La Fiscalía Europea (EPPO) ha ordenado la detención del bodeguero de Fermoselle, José Luis Pascual, director de la AECT Duero-Douro, que ha quedado en libertad, y su pareja, esta última vinculada a funciones públicas, en el marco de una investigación por un presunto fraude de 3,3 millones de euros relacionado con fondos de la Unión Europea destinados al fomento del empleo.
Según las pesquisas, ambos habrían participado en un entramado que permitió desviar ayudas públicas durante más de una década, y parte de esos fondos se habría destinado a inversiones privadas, entre ellas la adquisición y puesta en marcha de una bodega en Fermoselle.
La investigación —desarrollada con el apoyo de la Guardia Civil de Salamanca, el Servicio de Aduanas en Zamora, Salamanca y Valladolid, y la Agencia Estatal de Administración Tributaria— apunta a delitos de fraude de subvenciones y blanqueo de capitales cometidos a lo largo de 15 años.
La EPPO sostiene que el principal investigado habría creado una red de empresas para canalizar el desvío de fondos mediante la emisión de facturas falsas por operaciones ficticias. Entre estas estructuras figuraría una entidad dedicada aparentemente a la cooperación transfronteriza en más de 100 localidades de España y Portugal, que habría servido como instrumento para justificar subvenciones.
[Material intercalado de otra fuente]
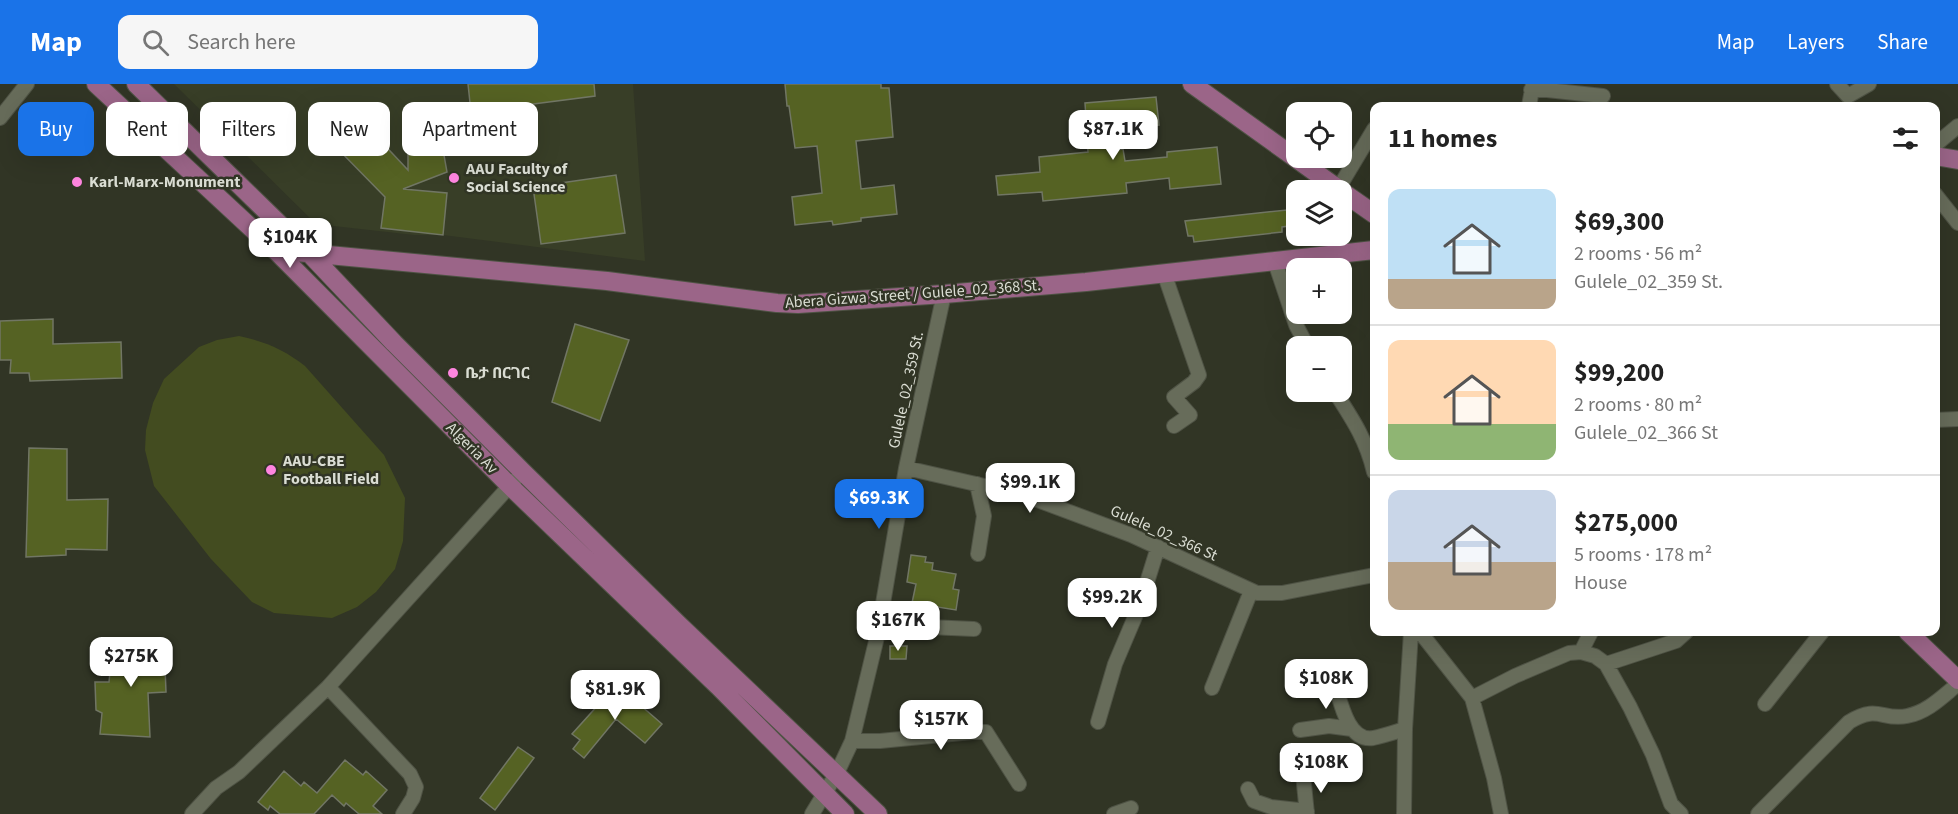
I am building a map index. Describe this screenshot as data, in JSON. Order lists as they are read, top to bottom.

Asimismo, el sospechoso habría utilizado cuentas bancarias en Portugal, bajo el control de distintas sociedades, con el objetivo de ocultar los beneficios obtenidos.
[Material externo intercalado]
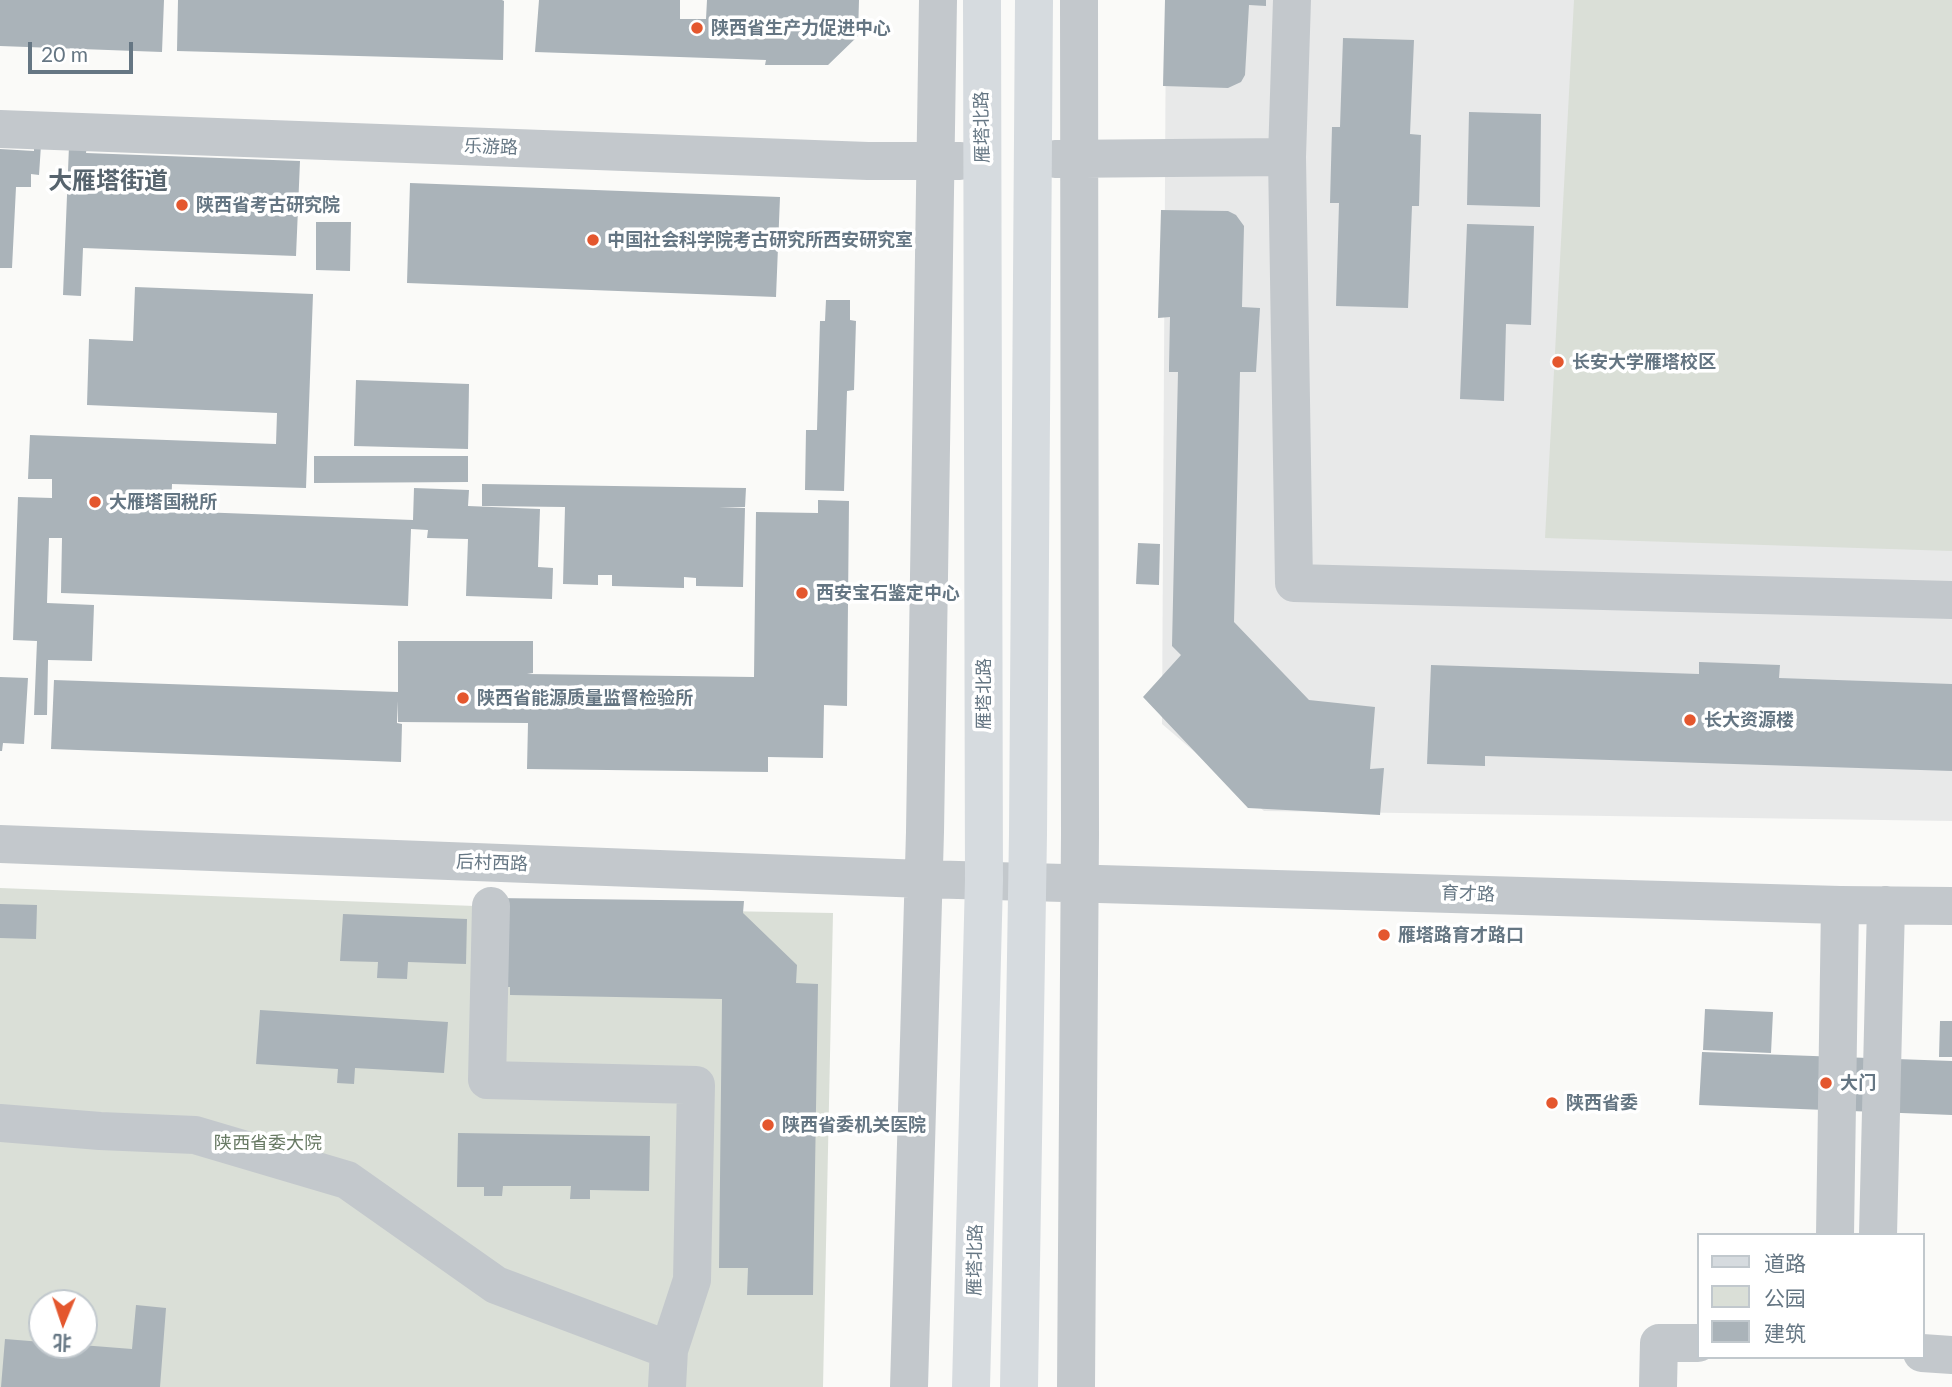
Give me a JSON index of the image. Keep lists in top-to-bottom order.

Durante la operación se practicaron cinco registros en domicilios y sedes empresariales en las provincias de Zamora y Salamanca. Además, se han intervenido más de una docena de cuentas bancarias, con un saldo superior a 550.000 euros, y se han adoptado medidas cautelares sobre más de 40 inmuebles, tanto urbanos como rústicos.
Uno de los detenidos presidía tres asociaciones sin ánimo de lucro que habrían recibido más de 20 subvenciones procedentes del Fondo Social Europeo y del FEADER entre 2010 y 2025. Estas ayudas, destinadas a fomentar el empleo y fijar población en el medio rural, habrían sido solicitadas de forma reiterada para distintas entidades vinculadas.
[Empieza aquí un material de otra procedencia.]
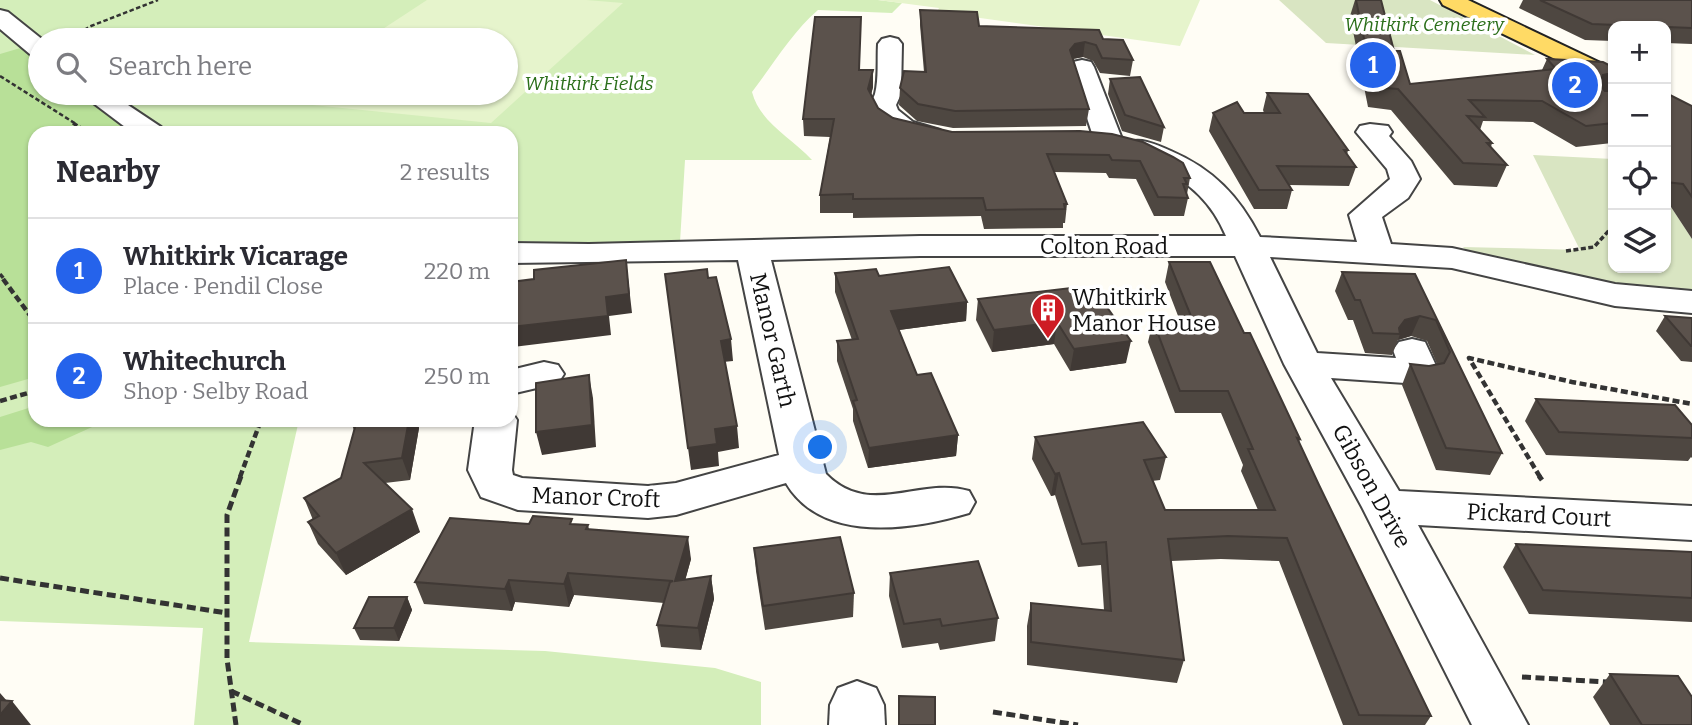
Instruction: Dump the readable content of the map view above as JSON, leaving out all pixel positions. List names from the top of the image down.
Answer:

La investigación también revela que parte de los trabajadores contratados con cargo a estos fondos eran familiares del principal investigado, que en realidad desarrollaban tareas vinculadas a sus intereses empresariales, especialmente en la promoción de su actividad vinícola.
La implicación de su pareja, según la Fiscalía Europea, habría sido clave para facilitar la obtención de subvenciones, aprovechando su posición en la administración pública.
El caso continúa bajo investigación y no se descartan nuevas actuaciones en el marco de una operación que pone el foco en el uso fraudulento de fondos europeos en zonas rurales.